Ma il lavoro che annovera Vincenzo Maria Plastino fra i poeti meritevole di grande attenzione è senza dubbio la raccolta dal titolo “ il Poema dei Fati”,
edito a Melfi nel 1902 dalla tipografia Giuseppe Grieco. Si tratta di una raccolta, piccola di mole,  ma densa di anima e di pensiero, tutta sfavillante di immagini,
varia di ritmi e di movenze poetiche, dalle più antiche alle più nuove, poliforme e policorde. Il volumetto porta questa dedica: “Alla tua santa memoria o mio povero padre!”, con la quale Vincenzo Maria Plastino esprime tutta la gratitudine di un figlio devoto nei confronti  del  genitore, memore dei sacrifici fatti da questi  per la famiglia in tempi non certo facili in un piccolo paese di provincia.
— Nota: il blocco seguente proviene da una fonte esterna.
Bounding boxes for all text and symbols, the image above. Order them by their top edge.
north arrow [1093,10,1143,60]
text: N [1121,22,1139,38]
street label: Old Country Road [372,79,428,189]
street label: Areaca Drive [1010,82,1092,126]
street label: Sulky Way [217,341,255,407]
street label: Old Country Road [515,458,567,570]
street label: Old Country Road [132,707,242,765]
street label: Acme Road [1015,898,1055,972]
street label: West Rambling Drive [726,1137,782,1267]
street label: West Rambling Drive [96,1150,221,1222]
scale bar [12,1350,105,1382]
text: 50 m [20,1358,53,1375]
Circostanza che esalta ancor di più l’arte poetica di Vincenzo Maria Plastino, sorretto da una incrollabile fede nel suo talento. Infatti, così si esprime : “ O superbo ideal di giovinezza, radiante di amore, o Gloria, amica / di sole, di battaglie, e di tristezza,  / balza dal ritmo del la strofa antica; sorride a te la Musa intemerata, / che sol di lotte e di miserie ha cura, / mentre percote la sua furia alata / contro i vigliacchi, che non han paura; / in te l’anima esulta e si tormenta / nel dubbio eterno, che si fa pensiero, / perseguendo le istorie, avida, intenta, / tentando i Fati nel loro rio mistero… “.
Vincenzo Maria Plastino fu poeta vero, nel senso più nobile e più ardente della parola. Tutto ch’egli vide e canto, plasmò secondo il suo cuore  e tutto ch’egli ha lasciato vive nella sua personalità interiore e del suo occulto travaglio e tormento spirituale. Non era un vagabondo dell’anima. Era un sacerdote del pensiero. L’umanità migliore era in cima alla sua passione e questo suo culto comunicò al suo canto.
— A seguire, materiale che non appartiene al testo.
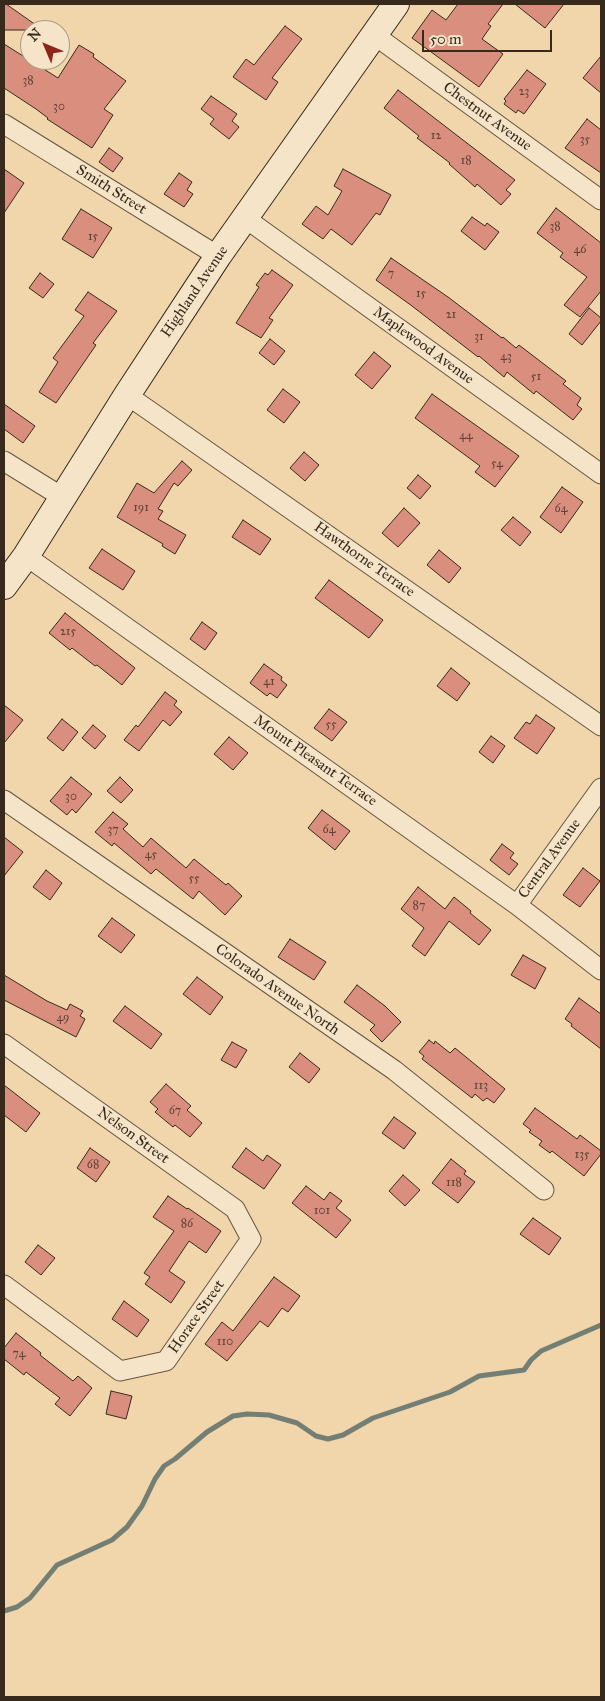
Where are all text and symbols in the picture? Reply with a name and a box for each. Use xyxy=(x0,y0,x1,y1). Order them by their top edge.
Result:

Così, in uno afflato premonitore, si rivolge alla Basilicata:
“Sacra Lucania, ne l’oblio pensosa / cantò la Grecia – altera abbandonata, / tu non chini la fronte immacolata / a’ compri onori e a la virtù chiassosa; / non chiedi a l’aura i suoi favori, orbata / di figli e di ricchezze; un dì fastosa, / or superba t’avvolgi e disdegnosa, / in una pace di dimenticata. (…) Sorridi invan, a l’ sol gli sguardi immoti; / t’han detto triste, o pia terra lucana, / e i figli tuoi un popolo d’iloti…”
Prematuramente tolto alla famiglia, alla società, alla sua terra fervida d’amore e di sole, alla vetta del Vulture, sentinella compiacente di tanti spiriti superiori, il suo canto divenne inerte. Su Vincenzo Maria Plastino cadde, purtroppo, inesorabile l’oblio degli uomini, della sua gente. Di lui oggi  non si ricorda più nessuno. Ecco perché abbiamo sentito il bisogno di ricordalo e proporlo agli immemori perché un faro di luce di così forte intensità poetica non si spenga del tutto.